Brut, le plus cher de l’Opep en 2020 : Le Sahara Blend d’Algérie maintient sa 3e place

Le Sahara Blend, le brut de référence algérien, a maintenu sa troisième place du brut le plus cher du panier des pétroles de l’Organisation des pays exportateurs de pétrole (OPEP) en 2020, et ce, malgré un important recul, selon les données de l’Organisation. «La moyenne annuelle des prix du brut algérien est passée de 64,20 dollars/baril en 2019 à 41,27 dollars en 2020 (jusqu’à octobre 2020), occupant la troisième place du brut le plus cher de la composante du panier de l’Opep (13 bruts) en 2020, après l’Emirati Murban (42,31 dollars/baril) et l’Angolais Girassol (41,59 dollars/baril)», précise l’Opep dans son dernier rapport mensuel. En 2019, le Sahara Blend a été le sixième brut le plus cher, après l'Angolais Girassol (66,11 dollars/baril), le Guinéen équatorial Zafiro (65,74 dollars/baril), le Nigerian Bonny light (65,63 dollars/baril), le Saoudien Arab light (64,96 dollars/baril), et l'Emirati Murban (64,72 dollars/baril). Par rapport à l’année précédente, le panier de l'Opep (ORB) était en baisse de 23,34 dollars, ou 36,5%, de 63,91 dollars/b en 2019 à une moyenne de 40,57 dollars/b jusqu'à présent cette année, selon les chiffres de l'Organisation.

Un recul de 1,22 dollar le mois d’octobre

Sur le mois d’octobre dernier seul, les cours du brut algérien ont atteint 39,76 dollars le baril contre 40,98 dollars en septembre dernier; une baisse de 1,22 dollars, soit 3,0%. Cette baisse a touché toutes les valeurs du panier de l’Opep (ORB). Sur une base mensuelle, l'ORB a diminué de 1,46 dollars, ou 3,5%, pour atteindre une moyenne de 40,08 dollars/b. «La baisse de la valeur de l’ORB a été supérieure à autres références au comptant et à terme en raison de la baisse des prix de vente officiels et des différentiels de pétrole brut pendant presque tous les grades», explique l’Opep.
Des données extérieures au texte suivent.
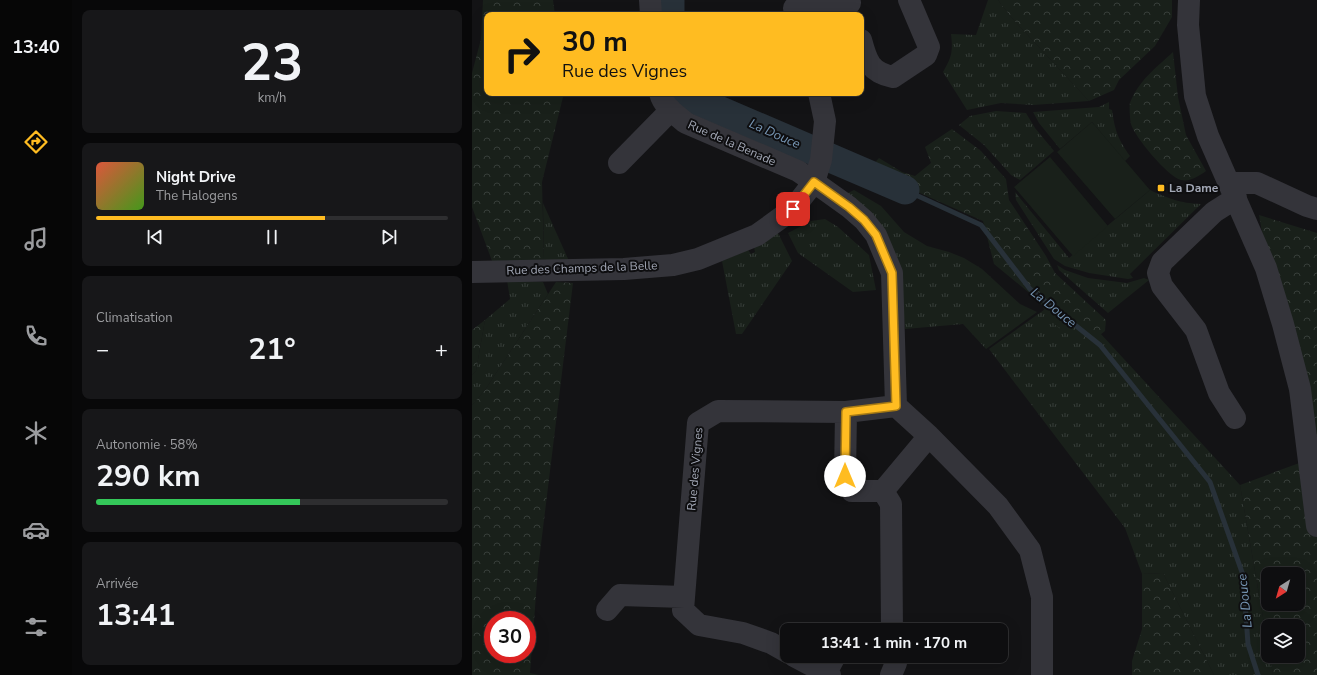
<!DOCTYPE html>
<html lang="fr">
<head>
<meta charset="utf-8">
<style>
	:root { --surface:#0e0e10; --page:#171719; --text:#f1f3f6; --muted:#9b9c9f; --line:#2e2e30; --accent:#ffbc21 }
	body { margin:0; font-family:"Nunito Sans",sans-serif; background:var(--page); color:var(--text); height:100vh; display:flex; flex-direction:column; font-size:15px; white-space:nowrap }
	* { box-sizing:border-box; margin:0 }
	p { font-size:13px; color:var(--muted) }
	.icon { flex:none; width:22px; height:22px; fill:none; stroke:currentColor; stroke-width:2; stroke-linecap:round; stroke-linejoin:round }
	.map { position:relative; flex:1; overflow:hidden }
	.panel { display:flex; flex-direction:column; gap:10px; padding:10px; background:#080809; width:400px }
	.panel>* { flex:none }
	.guide { position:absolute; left:12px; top:12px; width:380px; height:84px; border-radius:8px; box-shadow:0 4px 16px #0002,0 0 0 1px var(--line); background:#ffbc21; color:#111; overflow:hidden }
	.needle { width:26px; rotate:217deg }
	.controls { position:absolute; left:789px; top:567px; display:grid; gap:8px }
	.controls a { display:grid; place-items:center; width:44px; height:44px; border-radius:8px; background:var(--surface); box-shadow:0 4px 16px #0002,0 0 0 1px var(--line); font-size:20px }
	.speed { position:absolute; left:12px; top:611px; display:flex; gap:8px; font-size:20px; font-weight:700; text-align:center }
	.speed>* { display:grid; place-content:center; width:52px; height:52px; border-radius:50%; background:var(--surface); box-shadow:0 4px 16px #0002,0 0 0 1px var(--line); line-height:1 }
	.speed .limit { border:6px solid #d22; background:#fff; color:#111 }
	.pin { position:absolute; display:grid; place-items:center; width:34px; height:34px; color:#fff; margin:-17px; border-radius:8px; box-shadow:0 2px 6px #0006 }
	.me { position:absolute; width:44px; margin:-22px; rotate:0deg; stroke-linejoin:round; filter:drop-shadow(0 0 3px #0008) }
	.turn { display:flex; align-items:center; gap:14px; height:84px; padding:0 12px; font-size:18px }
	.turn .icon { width:52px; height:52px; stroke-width:2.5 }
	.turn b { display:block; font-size:28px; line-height:34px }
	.big { font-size:30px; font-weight:700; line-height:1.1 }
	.panel .tile { flex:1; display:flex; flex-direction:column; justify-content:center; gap:6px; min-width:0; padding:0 14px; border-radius:8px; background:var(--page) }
	.panel .dial { align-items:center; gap:0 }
	.dial b { font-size:52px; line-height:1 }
	.song { display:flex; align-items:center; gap:12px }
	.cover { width:48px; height:48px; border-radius:6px; background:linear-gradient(135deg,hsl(10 70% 55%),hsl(100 70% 35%)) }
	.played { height:4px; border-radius:2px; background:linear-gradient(90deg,var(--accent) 65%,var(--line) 65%) }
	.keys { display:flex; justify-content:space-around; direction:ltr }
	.heat { display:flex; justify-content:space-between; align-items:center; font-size:22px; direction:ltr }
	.charge { height:6px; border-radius:3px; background:linear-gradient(90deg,#34c759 58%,var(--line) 0) }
	.trip { position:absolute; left:308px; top:623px; width:228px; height:40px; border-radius:8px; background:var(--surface); box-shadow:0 4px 16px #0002,0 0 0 1px var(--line); font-weight:700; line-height:40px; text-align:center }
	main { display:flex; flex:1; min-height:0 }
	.tab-bar { display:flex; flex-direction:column; width:72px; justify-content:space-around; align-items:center; background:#060606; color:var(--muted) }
	.tab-bar .icon { width:28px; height:28px }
	.tab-bar .active { color:var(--accent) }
	.tab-bar b { font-size:18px; color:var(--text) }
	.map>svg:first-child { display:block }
	.grass { fill:url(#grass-tufts) }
	.forest { fill:url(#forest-crowns); fill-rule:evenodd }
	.park { fill:#19201a }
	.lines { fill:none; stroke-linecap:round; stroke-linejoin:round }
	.stream { stroke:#283139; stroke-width:5 }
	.river { stroke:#283139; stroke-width:29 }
	.minor { stroke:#34343a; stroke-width:22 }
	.route-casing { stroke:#a67a15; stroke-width:10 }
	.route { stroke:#ffbc21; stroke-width:7 }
	.poi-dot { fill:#ffbc21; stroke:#0e0e10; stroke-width:1.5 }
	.labels { text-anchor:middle; stroke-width:4; stroke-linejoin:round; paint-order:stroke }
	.street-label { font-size:12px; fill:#a3a8b6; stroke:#0e0e10 }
	.poi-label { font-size:12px; font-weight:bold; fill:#a3a8b6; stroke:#0e0e10; text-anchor:start }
	.water-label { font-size:13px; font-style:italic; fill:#7796b4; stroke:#0e0e10 }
</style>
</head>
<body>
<main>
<nav class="tab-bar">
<b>13:40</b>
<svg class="icon active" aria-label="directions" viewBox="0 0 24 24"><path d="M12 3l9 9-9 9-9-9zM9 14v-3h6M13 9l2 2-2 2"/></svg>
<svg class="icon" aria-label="music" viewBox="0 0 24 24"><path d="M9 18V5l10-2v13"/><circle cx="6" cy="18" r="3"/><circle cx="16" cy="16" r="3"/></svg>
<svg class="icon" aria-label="phone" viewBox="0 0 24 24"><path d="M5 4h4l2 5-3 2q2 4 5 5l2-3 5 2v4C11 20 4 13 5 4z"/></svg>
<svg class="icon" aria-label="climate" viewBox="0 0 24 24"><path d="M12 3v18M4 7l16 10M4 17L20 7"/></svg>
<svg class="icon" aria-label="car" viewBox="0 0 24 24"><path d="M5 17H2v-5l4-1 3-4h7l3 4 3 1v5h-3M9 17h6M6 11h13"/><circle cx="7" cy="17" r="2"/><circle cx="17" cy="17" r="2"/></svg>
<svg class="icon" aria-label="filters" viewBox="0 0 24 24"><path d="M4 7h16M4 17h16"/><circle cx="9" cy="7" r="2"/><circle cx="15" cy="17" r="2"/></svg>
</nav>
<section class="panel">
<div class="tile dial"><b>23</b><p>km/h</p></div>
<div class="tile">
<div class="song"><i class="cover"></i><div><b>Night Drive</b><p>The Halogens</p></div></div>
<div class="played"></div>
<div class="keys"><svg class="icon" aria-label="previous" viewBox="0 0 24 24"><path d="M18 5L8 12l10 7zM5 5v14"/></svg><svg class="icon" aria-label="pause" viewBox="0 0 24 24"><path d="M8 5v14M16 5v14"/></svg><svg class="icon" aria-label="next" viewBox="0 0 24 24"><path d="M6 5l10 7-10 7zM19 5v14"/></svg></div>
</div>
<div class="tile"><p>Climatisation</p>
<div class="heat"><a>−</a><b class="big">21°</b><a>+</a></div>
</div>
<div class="tile"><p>Autonomie · 58%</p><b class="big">290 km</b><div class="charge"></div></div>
<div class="tile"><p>Arrivée</p><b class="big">13:41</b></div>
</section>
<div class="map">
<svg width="845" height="675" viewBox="0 0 845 675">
	<defs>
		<pattern id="grass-tufts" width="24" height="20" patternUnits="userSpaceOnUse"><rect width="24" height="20" fill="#19201a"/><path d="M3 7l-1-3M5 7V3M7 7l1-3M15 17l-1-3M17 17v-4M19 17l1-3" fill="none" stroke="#373e39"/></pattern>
		<pattern id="forest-crowns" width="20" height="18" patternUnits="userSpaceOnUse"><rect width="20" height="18" fill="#19201a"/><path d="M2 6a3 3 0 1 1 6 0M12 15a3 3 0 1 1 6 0" fill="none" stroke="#373e39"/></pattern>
	</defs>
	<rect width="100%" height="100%" fill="#131315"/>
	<!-- grass -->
	<path class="grass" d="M516 0H526L539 17 617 101 561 105 529 103 495 110 471 72C480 57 481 51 479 34L504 35Z
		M637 102V109L640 110C643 131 646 139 658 156L653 161 620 122 588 149 567 123 561 112 627 107Z
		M524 111 554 113 563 128 582 151 548 180 539 175 512 145 487 125 498 116Z
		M382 190 409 206 432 232 455 246 477 252 492 258 510 269 548 304 565 312 514 349 491 324 433 329 428 275 374 194Z
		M678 190C698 199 707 203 729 204L658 274 661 278 656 279 617 273 593 266 582 259 544 200 543 192 597 258Z
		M71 203 97 261H72Z
		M353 219 366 227 397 255 404 290 381 292 326 253 316 233 339 221Z
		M306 233 320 261 270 334H264L250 261 276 250 279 254 283 252 282 247Z
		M585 265 593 270 616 278 655 283 672 278 677 280 636 313 587 270Z
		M35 280 71 282 76 294 13 390 0 405V375L4 371 13 320 38 299Z
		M593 295 768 485 796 646V656H798L801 675H742L691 573 670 574 653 528 517 349Z"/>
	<!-- forest -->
	<path class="forest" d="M11 0H81L83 15H15V93H92L70 182 72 261H20L0 207V73L9 39Z
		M526 0H700V17L683 46 647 80 642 90 617 101 539 17Z
		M701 52 706 97 714 135 734 171C727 176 718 182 709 180 696 177 662 136 659 124 658 119 657 107 658 103 667 80 684 68 701 52Z
		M480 129 509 151 534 179 537 200 574 256 583 273 634 320 633 331 618 343 601 338 582 324 566 300 522 264 511 221 396 170 407 158 430 172 443 176 459 163 453 147Z
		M787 215 845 233V675H801L798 656H826V626H796V646L768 485 830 462ZM796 574H826V604H796Z
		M84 282 101 283 66 569 58 673 67 675H0V405L13 390ZM21 620H55V654H21Z
		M13 320 4 371 0 375V330Z
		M691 573 742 675H660V661L670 629V574Z"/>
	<!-- park -->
	<path class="park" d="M620 122 678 190 643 219 585 152Z
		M578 157 636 226 601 256 542 187Z"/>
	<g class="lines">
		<!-- stream -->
		<path class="stream" d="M433 190 509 225 558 289 628 345 738 482 771 575 776 644 786 675"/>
		<!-- river -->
		<path class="river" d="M198 0V15
			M212 93 214 96 433 190"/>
		<!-- minor -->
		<path class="minor" d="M178 0 179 15
			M717 0 716 25 723 96 736 136 794 268 811 324 828 389 845 526
			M322 8 378 3
			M389 40C395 62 398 72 421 77L454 55 457 47 437 0
			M188 93C191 106 204 115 214 123L326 171 342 182 377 207 392 220 404 235 420 273 424 406
			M147 163 199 110
			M757 183H785L835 206 845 209
			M0 272 152 269 201 265 226 259 285 235 321 209 342 182 349 160 353 121 347 93
			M374 412 373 476 380 491H411
			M763 418 747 393 724 330 690 286 686 273 690 262 742 212 764 198
			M135 610 148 595 212 597
			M420 630 419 504 411 491 457 436
			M315 652 299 643 271 633 227 625 211 610 226 423 246 411 374 412 424 406 457 436 526 506 558 550 570 597V675
			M322 656 358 675
			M354 673 363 656
			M419 675 424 663 423 656"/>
	</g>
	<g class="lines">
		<!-- route casing -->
		<g class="route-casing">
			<path id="route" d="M321 209 342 182 377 207 392 220 404 235 420 273 424 406 374 412 373 476"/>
		</g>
		<!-- route -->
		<use href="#route" class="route"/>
	</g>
	<!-- markers -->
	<rect class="poi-dot" x="685" y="184" width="8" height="8" rx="2"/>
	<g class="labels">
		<!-- street labels -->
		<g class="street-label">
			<text transform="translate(260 143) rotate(24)" y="4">Rue de la Benade</text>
			<text transform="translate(110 268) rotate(-2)" y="4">Rue des Champs de la Belle</text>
			<text transform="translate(223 469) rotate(-85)" y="4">Rue des Vignes</text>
		</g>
		<!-- poi labels -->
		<g class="poi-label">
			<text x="697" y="192">La Dame</text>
		</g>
		<!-- water labels -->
		<g class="water-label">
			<text transform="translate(303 133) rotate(24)" y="5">La Douce</text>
			<text transform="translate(582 307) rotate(39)" y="5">La Douce</text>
			<text transform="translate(772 601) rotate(-96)" y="5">La Douce</text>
		</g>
	</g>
</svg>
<div class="controls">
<a><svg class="needle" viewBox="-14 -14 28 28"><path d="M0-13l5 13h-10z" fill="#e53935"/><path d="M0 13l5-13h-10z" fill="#9b9c9f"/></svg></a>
<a><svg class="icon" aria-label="layers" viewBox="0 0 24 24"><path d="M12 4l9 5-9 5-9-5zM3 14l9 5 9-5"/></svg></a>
</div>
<div class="speed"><div class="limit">30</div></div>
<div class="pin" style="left:321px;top:209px;background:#d93025"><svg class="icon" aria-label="arrive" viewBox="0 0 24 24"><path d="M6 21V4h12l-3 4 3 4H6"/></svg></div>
<svg class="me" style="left:373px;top:476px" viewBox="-20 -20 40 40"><circle r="19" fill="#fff"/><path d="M0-13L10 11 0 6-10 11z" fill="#ffbc21"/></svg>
<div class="trip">13:41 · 1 min · 170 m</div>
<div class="guide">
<div class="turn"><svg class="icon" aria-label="right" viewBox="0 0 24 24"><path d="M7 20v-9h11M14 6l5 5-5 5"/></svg><div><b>30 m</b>Rue des Vignes</div></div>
</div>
</div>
</main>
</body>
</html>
Ainsi, les composants du panier ouest et nord-africain à savoir, Bonny Light (Nigeria), Djeno (Congo), Es Sider (Libya) Girassol (Angola), Rabi Light (Gabon), Sahara Blend (Algérie) et Zafiro (Equatorial Guinea), ont chuté en octobre de 2,1%, en moyenne, à 38,48 dollars le baril». Les autres bruts de l’Opep, à savoir, Arab Light (Arabie Saoudite), Basrah Light,(Iraq), Iran Heavy (Iran) et Koweït Export (Kuwait) ont chuté de 1,67 dollars, ou 4,0% en moyenne, pour s'établir à 40,39 dollars le baril.
L’Emirati Murban a diminué de 2,0%, en moyenne, pour s'établir à 41,06 dollars /b, tandis que le Merey, le brut de référence du Venezuela a le plus diminué, chutant de 1,99 dollars, soit 7,1%, en moyenne, pour se stabiliser à 26 ,23 dollars le baril.
Le prix du brut algérien est établi en fonction des cours du Brent, brut de référence de la mer du Nord, coté sur le marché de Londres avec une prime additionnelle pour ses qualités physico-chimiques appréciées par les raffineurs. La baisse du Sahara Blend et les autres composants de panier de l’Opep intervient dans un contexte de chute des prix au comptant du pétrole brut qui ont reculé en octobre pour le deuxième mois consécutif, de même que les prix à terme.
«La reprise saine attendue de la demande mondiale de pétrole au 4e trimestre de 2020 ralentissait et les débits mondiaux des raffineries est resté faible au milieu d'une deuxième vague sévère d'infections au Covid-19 dans plusieurs régions du monde», explique l’Organisation.
Les attentes d'une augmentation de l'offre de pétrole brut dans les mois à venir ont également pesé sur les prix au comptant, selon la même source. En novembre, le brut de l’Opep a débuté le mois à 35,89 dollars avant de s’établir entre 42 et 43 dollars.
Cette progression des prix de l’or noir intervient dans un contexte mondial d’espoir de reprise de la demande mondial d’énergie affectée par la pandémie du Covid-19. Cet espoir est nourri par l'annonce par le groupe pharmaceutique Pfizer que le vaccin développé avec l'allemand BioNTech contre la Covid-19 réduisait de 90% le risque de tomber malade du virus.
Les prix restent aussi soutenus par la possibilité d’une nouvelle intervention des pays de l’Opep+ pour soutenir les prix et retrouver un équilibre du marché pétrolier.